Ycombinator has a great user discussion/debate over the takeaways of the Anthropic AI data training court decision, we highly recommend the read. One of the key takeaways, in our opinion, is the fact that Anthropic downloaded 7M books for their use, through illegal means (read torrents and the like), and thus the training set material, in this specific court case, was deemed legal but the piracy itself was not. To put this in perspective, willful piracy comes with damages of up to $150,000 per occurrence. This was willful piracy. For the non-math nerds out there, 7M x $150,000 = $1.05 trillion dollars. Yes, trillion.

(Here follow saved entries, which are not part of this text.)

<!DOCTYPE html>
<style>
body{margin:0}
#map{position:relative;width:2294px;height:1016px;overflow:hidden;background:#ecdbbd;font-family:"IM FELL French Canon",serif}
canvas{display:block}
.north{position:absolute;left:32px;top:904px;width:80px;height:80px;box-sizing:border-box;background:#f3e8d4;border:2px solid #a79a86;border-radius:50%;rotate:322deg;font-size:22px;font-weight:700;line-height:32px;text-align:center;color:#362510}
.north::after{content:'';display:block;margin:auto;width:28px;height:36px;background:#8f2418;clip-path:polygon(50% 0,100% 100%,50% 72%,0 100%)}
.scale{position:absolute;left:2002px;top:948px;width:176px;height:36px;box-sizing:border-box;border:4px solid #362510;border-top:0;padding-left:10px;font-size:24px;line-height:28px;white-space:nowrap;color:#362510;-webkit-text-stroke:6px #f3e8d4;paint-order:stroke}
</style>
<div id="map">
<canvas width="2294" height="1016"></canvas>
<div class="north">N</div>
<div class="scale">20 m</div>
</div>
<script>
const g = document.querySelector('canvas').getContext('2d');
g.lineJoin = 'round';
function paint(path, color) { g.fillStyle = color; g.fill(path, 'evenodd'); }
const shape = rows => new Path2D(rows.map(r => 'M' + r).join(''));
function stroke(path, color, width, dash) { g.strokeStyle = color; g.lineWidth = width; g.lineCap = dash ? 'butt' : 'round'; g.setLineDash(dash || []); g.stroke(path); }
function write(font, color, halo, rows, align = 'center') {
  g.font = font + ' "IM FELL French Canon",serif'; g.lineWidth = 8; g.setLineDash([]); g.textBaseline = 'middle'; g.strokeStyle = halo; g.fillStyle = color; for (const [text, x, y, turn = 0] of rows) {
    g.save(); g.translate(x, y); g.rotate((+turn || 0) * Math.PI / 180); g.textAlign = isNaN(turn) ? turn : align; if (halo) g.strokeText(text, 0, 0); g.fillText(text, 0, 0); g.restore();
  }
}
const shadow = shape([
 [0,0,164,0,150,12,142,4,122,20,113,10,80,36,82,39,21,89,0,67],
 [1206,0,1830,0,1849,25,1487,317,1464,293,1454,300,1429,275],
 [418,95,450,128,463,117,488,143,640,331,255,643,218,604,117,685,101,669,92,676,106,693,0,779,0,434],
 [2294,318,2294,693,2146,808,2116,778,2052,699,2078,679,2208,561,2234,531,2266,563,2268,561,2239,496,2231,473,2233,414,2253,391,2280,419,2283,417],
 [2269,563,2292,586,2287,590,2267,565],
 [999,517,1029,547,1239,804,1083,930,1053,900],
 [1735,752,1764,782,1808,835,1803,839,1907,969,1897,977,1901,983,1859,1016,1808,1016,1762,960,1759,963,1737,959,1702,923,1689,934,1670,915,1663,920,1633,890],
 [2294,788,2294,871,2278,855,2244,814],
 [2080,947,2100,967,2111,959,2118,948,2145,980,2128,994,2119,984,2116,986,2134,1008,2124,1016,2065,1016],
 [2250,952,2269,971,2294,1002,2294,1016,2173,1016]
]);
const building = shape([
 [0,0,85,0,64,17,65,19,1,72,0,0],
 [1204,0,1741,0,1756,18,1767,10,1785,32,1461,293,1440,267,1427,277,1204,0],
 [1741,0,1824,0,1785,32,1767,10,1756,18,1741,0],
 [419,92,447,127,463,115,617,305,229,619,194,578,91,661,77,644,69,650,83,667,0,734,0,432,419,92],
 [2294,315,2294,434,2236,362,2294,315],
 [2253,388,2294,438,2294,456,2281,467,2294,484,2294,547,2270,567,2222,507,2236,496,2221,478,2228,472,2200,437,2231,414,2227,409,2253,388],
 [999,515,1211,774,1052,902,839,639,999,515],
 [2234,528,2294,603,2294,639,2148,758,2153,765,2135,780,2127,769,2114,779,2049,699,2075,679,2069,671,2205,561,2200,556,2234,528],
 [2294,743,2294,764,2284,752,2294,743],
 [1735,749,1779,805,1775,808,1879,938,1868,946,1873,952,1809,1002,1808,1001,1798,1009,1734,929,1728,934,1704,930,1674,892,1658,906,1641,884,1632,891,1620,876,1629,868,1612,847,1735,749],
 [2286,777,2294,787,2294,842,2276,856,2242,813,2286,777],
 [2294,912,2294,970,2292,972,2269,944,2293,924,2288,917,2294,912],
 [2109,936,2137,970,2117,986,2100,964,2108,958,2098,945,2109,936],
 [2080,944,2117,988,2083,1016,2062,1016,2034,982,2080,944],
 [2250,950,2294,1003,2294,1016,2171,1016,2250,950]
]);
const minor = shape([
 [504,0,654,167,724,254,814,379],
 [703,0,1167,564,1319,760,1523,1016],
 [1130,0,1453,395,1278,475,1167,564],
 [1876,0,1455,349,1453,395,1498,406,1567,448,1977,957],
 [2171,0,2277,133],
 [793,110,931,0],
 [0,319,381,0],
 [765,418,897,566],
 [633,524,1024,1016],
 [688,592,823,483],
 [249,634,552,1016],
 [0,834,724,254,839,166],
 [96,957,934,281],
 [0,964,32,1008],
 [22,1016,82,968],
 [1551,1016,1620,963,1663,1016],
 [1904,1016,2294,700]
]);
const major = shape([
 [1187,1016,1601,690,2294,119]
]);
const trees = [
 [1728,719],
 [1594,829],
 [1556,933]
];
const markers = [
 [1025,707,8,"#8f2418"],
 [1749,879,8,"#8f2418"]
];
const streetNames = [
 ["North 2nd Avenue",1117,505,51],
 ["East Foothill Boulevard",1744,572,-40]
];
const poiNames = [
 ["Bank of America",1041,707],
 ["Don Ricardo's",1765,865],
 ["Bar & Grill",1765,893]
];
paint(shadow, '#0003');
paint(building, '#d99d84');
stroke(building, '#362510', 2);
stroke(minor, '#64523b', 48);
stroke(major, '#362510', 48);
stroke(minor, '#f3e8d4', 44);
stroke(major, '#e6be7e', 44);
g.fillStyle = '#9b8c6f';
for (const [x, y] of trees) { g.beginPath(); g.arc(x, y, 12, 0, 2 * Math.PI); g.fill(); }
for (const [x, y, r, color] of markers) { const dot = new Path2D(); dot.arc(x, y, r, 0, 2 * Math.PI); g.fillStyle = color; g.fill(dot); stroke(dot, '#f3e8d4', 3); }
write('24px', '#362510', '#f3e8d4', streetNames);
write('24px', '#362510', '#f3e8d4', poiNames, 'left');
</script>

And this is likely what every single large training model has done. There is evidence Meta did this and there is even a paper trail of them discussing they knew it was illegal and communications from the top of the company saying to do it anyway.
We hope hope hope there are repercussions. But we are also pragmatists and have seen the Trump Administration reduce monetary sentences by 99% for people who have donated to his campaign, bought his crypto, donated to his inauguration, etc., and every single big tech company head has done just that. Trump pardoned the person behind the Silk Road, who was convicted of running a site that facilitated murders for hire, child pornography, sex trafficking, drug trades, and more. The limit at how low this administration will go to reduce damages or commute sentences to the highest donor has no limits. But maybe there will be Justice in the end for these companies that stole from real creators. Maybe.
PS Featured Gen AI image “Create an image that represent how big $1.05 trillion USD really is” brought to you by “What are those piles of exactly?” and “Other than the text, how are we supposed to know?”